(Extracted data Opens)
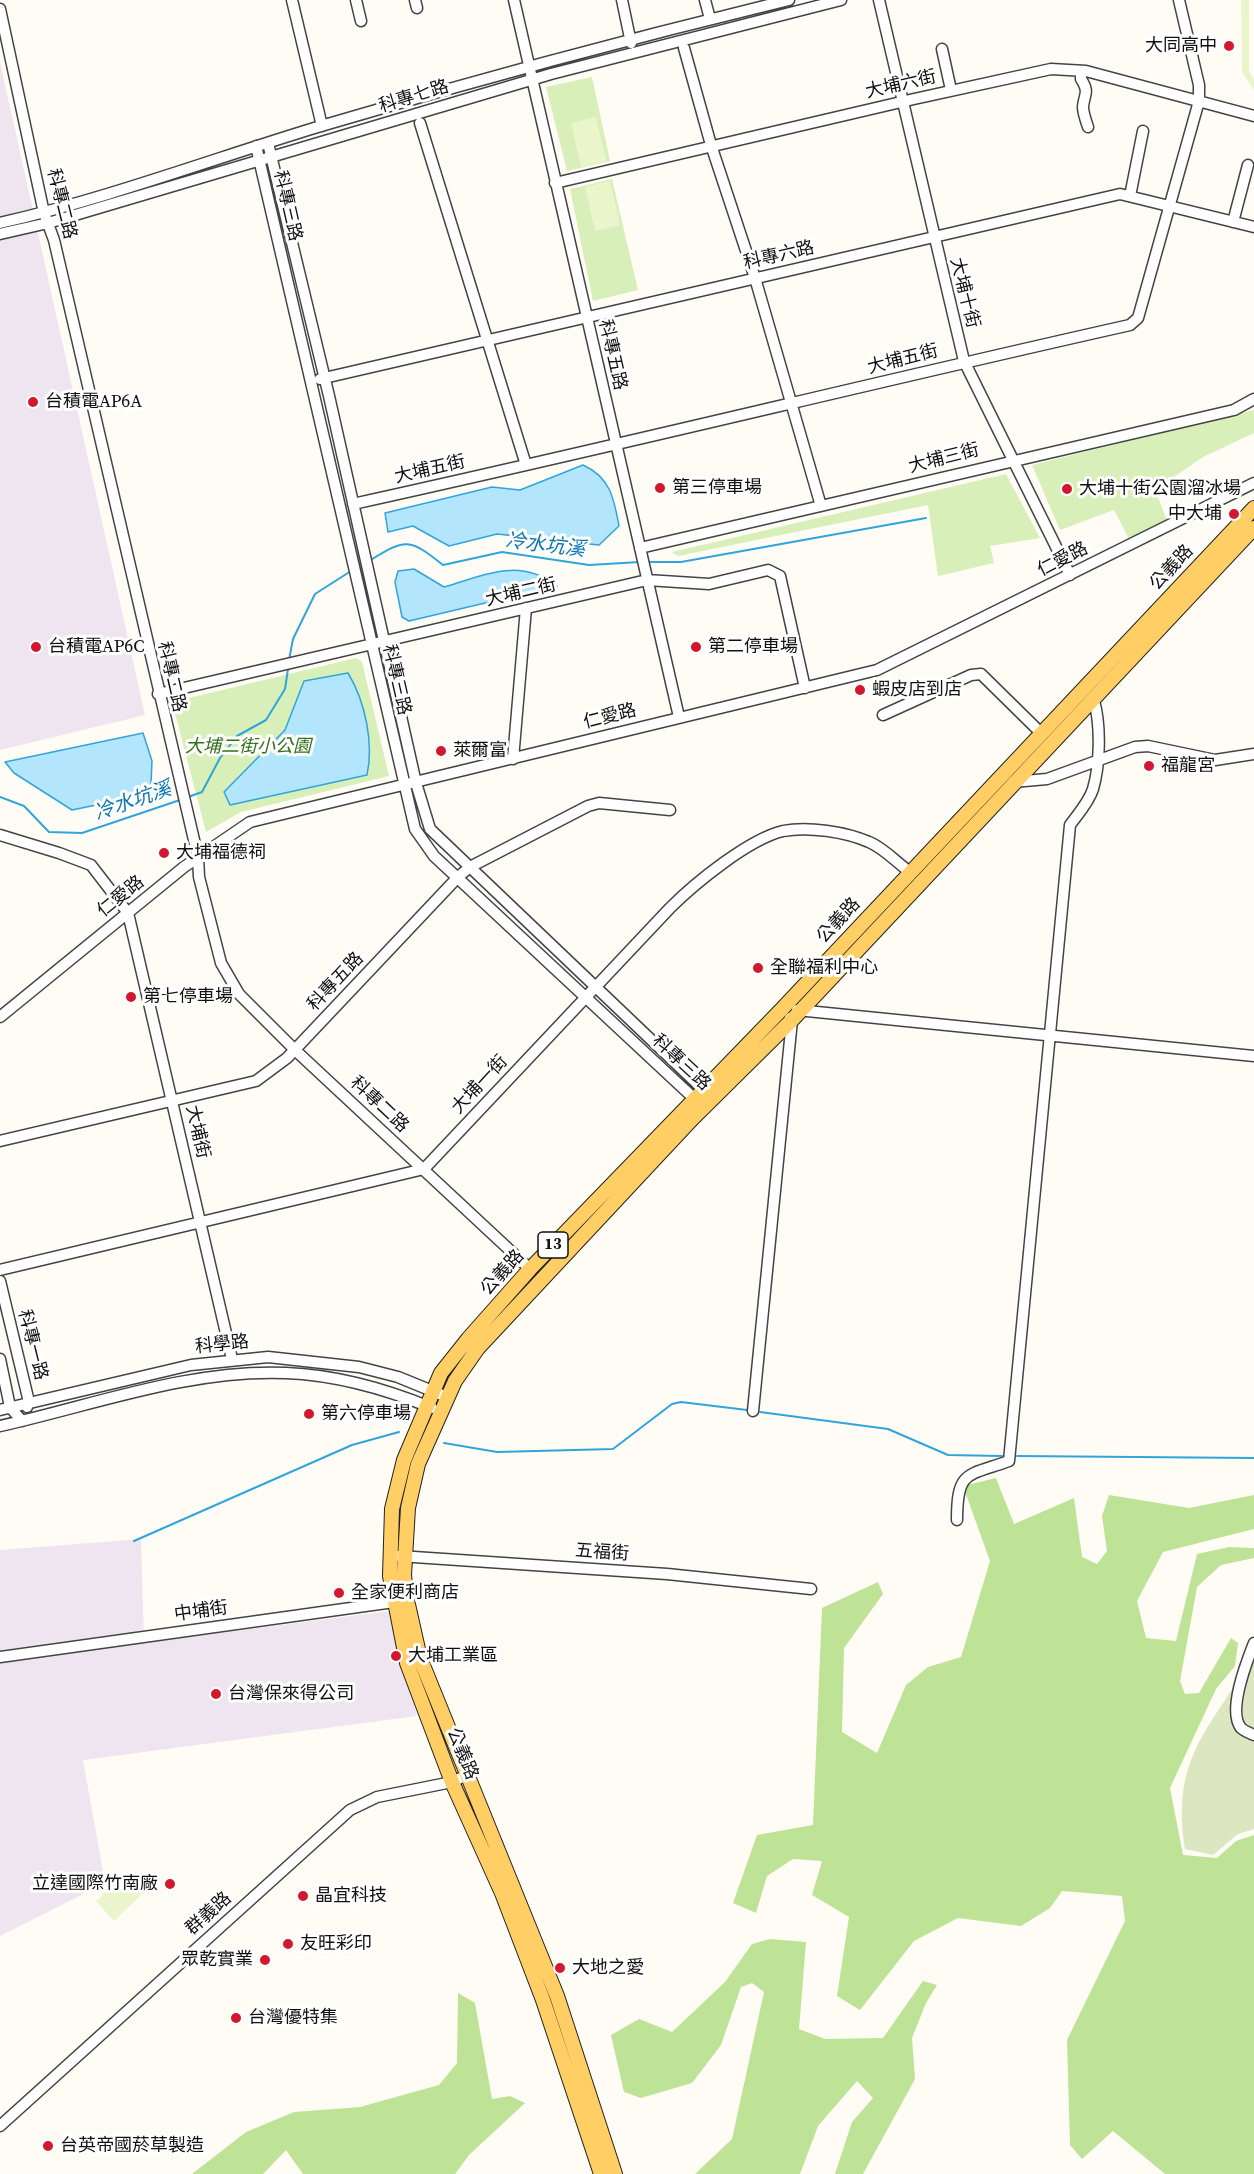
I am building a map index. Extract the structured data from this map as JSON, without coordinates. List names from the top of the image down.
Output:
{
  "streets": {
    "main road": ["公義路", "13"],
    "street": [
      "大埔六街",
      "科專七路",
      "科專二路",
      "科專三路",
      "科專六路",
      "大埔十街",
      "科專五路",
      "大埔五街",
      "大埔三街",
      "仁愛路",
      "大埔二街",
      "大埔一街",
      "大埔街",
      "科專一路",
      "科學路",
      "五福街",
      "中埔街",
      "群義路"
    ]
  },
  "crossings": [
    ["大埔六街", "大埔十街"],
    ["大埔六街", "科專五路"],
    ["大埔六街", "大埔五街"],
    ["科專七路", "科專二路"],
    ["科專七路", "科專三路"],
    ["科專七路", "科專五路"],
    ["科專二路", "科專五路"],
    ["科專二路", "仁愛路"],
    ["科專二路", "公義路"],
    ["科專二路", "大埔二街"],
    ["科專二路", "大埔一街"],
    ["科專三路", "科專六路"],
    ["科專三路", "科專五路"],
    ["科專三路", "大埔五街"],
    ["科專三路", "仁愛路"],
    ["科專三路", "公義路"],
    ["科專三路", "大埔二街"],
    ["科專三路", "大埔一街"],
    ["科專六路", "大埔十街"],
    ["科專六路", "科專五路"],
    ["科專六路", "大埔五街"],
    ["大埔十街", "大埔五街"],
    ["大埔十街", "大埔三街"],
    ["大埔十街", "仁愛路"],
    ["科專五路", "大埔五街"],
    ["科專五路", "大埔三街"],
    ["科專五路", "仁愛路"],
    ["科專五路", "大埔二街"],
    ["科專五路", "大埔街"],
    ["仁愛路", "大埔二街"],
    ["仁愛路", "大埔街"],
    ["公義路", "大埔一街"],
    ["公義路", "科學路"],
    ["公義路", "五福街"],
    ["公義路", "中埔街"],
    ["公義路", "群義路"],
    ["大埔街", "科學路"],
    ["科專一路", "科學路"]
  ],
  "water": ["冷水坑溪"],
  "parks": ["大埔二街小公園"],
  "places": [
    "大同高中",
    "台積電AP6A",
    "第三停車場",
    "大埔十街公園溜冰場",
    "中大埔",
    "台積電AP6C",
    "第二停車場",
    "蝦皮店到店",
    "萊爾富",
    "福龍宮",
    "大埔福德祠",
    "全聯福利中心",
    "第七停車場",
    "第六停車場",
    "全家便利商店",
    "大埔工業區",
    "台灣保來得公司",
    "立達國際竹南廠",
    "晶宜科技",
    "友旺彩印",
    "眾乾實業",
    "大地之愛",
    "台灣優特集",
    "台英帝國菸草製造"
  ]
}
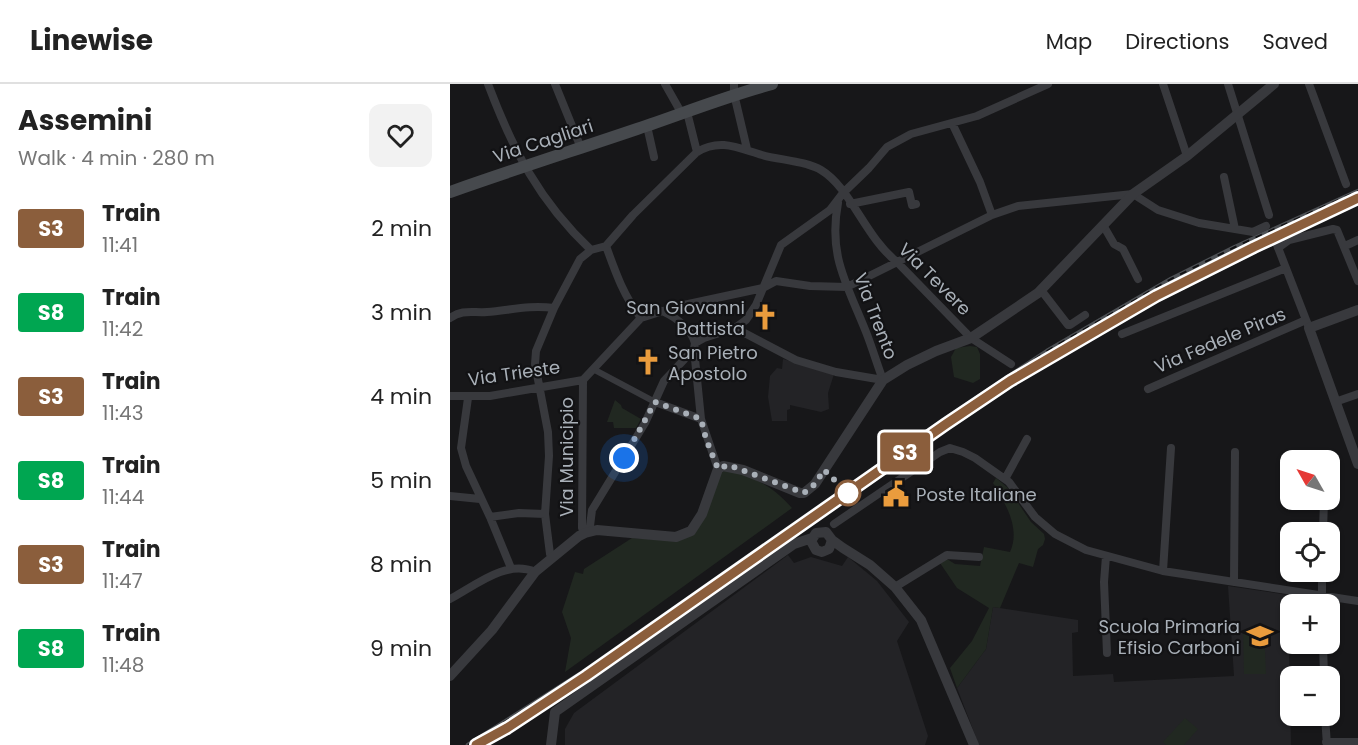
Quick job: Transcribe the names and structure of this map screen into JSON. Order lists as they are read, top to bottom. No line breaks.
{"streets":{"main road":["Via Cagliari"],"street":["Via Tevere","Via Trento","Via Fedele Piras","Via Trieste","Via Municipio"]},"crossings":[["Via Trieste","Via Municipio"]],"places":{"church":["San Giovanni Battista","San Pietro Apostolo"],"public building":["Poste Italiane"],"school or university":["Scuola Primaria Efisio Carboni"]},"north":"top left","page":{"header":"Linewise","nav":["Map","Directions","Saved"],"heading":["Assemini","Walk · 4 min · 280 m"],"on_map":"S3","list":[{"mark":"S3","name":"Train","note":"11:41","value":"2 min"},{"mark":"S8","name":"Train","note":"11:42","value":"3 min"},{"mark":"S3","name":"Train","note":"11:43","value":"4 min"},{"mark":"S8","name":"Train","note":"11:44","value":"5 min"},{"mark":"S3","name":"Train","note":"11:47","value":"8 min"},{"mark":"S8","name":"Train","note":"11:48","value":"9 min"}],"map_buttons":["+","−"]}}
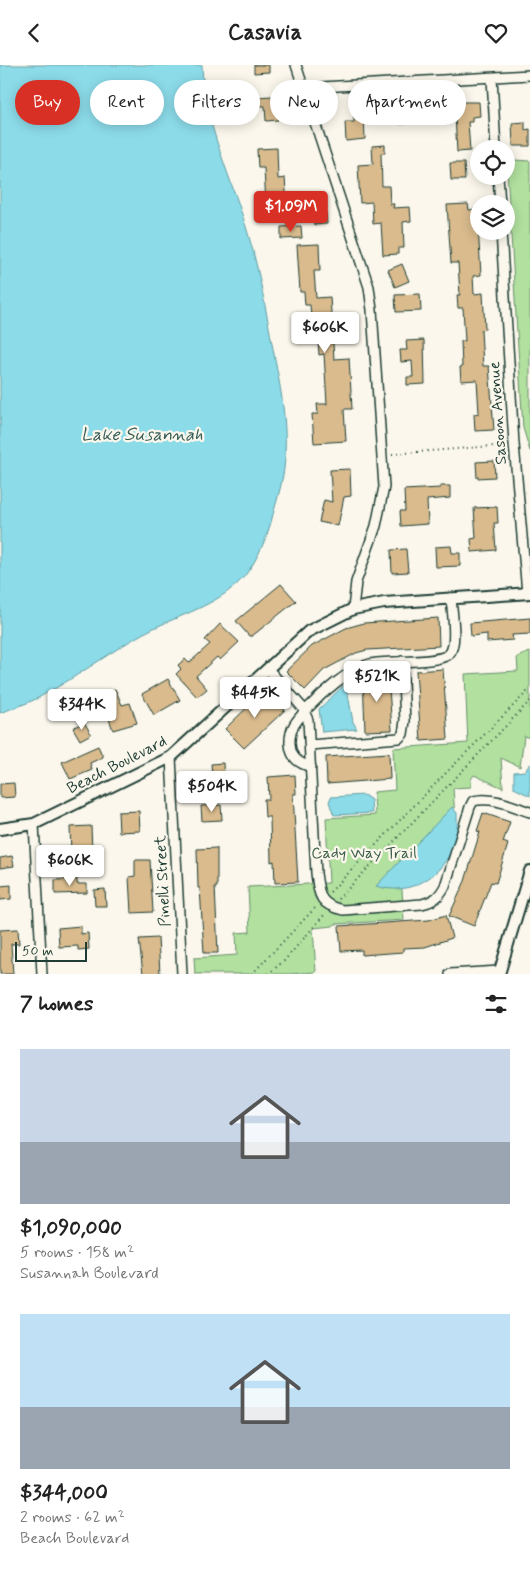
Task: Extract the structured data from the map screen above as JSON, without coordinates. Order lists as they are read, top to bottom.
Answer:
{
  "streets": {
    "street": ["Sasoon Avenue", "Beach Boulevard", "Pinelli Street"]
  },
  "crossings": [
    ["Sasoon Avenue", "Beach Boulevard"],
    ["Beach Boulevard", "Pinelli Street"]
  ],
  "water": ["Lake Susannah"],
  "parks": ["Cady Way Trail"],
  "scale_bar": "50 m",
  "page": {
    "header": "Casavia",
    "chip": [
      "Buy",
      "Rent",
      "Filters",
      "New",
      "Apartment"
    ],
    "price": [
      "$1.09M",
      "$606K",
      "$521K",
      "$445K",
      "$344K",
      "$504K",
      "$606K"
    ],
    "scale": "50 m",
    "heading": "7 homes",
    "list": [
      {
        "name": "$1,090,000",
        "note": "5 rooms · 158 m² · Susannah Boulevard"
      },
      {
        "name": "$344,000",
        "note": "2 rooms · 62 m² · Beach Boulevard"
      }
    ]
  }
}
(Extracted data Closes)
■ **Aim of the task**: If an entry contains a picture, skip the picture and reproduce everything else exactly.

■ **Task output**:
I am building a map index. Extract the structured data from this map as JSON, without coordinates. List names from the top of the image down.
Output:
{
  "streets": {
    "main road": ["公義路", "13"],
    "street": [
      "大埔六街",
      "科專七路",
      "科專二路",
      "科專三路",
      "科專六路",
      "大埔十街",
      "科專五路",
      "大埔五街",
      "大埔三街",
      "仁愛路",
      "大埔二街",
      "大埔一街",
      "大埔街",
      "科專一路",
      "科學路",
      "五福街",
      "中埔街",
      "群義路"
    ]
  },
  "crossings": [
    ["大埔六街", "大埔十街"],
    ["大埔六街", "科專五路"],
    ["大埔六街", "大埔五街"],
    ["科專七路", "科專二路"],
    ["科專七路", "科專三路"],
    ["科專七路", "科專五路"],
    ["科專二路", "科專五路"],
    ["科專二路", "仁愛路"],
    ["科專二路", "公義路"],
    ["科專二路", "大埔二街"],
    ["科專二路", "大埔一街"],
    ["科專三路", "科專六路"],
    ["科專三路", "科專五路"],
    ["科專三路", "大埔五街"],
    ["科專三路", "仁愛路"],
    ["科專三路", "公義路"],
    ["科專三路", "大埔二街"],
    ["科專三路", "大埔一街"],
    ["科專六路", "大埔十街"],
    ["科專六路", "科專五路"],
    ["科專六路", "大埔五街"],
    ["大埔十街", "大埔五街"],
    ["大埔十街", "大埔三街"],
    ["大埔十街", "仁愛路"],
    ["科專五路", "大埔五街"],
    ["科專五路", "大埔三街"],
    ["科專五路", "仁愛路"],
    ["科專五路", "大埔二街"],
    ["科專五路", "大埔街"],
    ["仁愛路", "大埔二街"],
    ["仁愛路", "大埔街"],
    ["公義路", "大埔一街"],
    ["公義路", "科學路"],
    ["公義路", "五福街"],
    ["公義路", "中埔街"],
    ["公義路", "群義路"],
    ["大埔街", "科學路"],
    ["科專一路", "科學路"]
  ],
  "water": ["冷水坑溪"],
  "parks": ["大埔二街小公園"],
  "places": [
    "大同高中",
    "台積電AP6A",
    "第三停車場",
    "大埔十街公園溜冰場",
    "中大埔",
    "台積電AP6C",
    "第二停車場",
    "蝦皮店到店",
    "萊爾富",
    "福龍宮",
    "大埔福德祠",
    "全聯福利中心",
    "第七停車場",
    "第六停車場",
    "全家便利商店",
    "大埔工業區",
    "台灣保來得公司",
    "立達國際竹南廠",
    "晶宜科技",
    "友旺彩印",
    "眾乾實業",
    "大地之愛",
    "台灣優特集",
    "台英帝國菸草製造"
  ]
}
Quick job: Transcribe the names and structure of this map screen into JSON. Order lists as they are read, top to bottom. No line breaks.
{"streets":{"main road":["Via Cagliari"],"street":["Via Tevere","Via Trento","Via Fedele Piras","Via Trieste","Via Municipio"]},"crossings":[["Via Trieste","Via Municipio"]],"places":{"church":["San Giovanni Battista","San Pietro Apostolo"],"public building":["Poste Italiane"],"school or university":["Scuola Primaria Efisio Carboni"]},"north":"top left","page":{"header":"Linewise","nav":["Map","Directions","Saved"],"heading":["Assemini","Walk · 4 min · 280 m"],"on_map":"S3","list":[{"mark":"S3","name":"Train","note":"11:41","value":"2 min"},{"mark":"S8","name":"Train","note":"11:42","value":"3 min"},{"mark":"S3","name":"Train","note":"11:43","value":"4 min"},{"mark":"S8","name":"Train","note":"11:44","value":"5 min"},{"mark":"S3","name":"Train","note":"11:47","value":"8 min"},{"mark":"S8","name":"Train","note":"11:48","value":"9 min"}],"map_buttons":["+","−"]}}
Task: Extract the structured data from the map screen above as JSON, without coordinates. Order lists as they are read, top to bottom.
Answer:
{
  "streets": {
    "street": ["Sasoon Avenue", "Beach Boulevard", "Pinelli Street"]
  },
  "crossings": [
    ["Sasoon Avenue", "Beach Boulevard"],
    ["Beach Boulevard", "Pinelli Street"]
  ],
  "water": ["Lake Susannah"],
  "parks": ["Cady Way Trail"],
  "scale_bar": "50 m",
  "page": {
    "header": "Casavia",
    "chip": [
      "Buy",
      "Rent",
      "Filters",
      "New",
      "Apartment"
    ],
    "price": [
      "$1.09M",
      "$606K",
      "$521K",
      "$445K",
      "$344K",
      "$504K",
      "$606K"
    ],
    "scale": "50 m",
    "heading": "7 homes",
    "list": [
      {
        "name": "$1,090,000",
        "note": "5 rooms · 158 m² · Susannah Boulevard"
      },
      {
        "name": "$344,000",
        "note": "2 rooms · 62 m² · Beach Boulevard"
      }
    ]
  }
}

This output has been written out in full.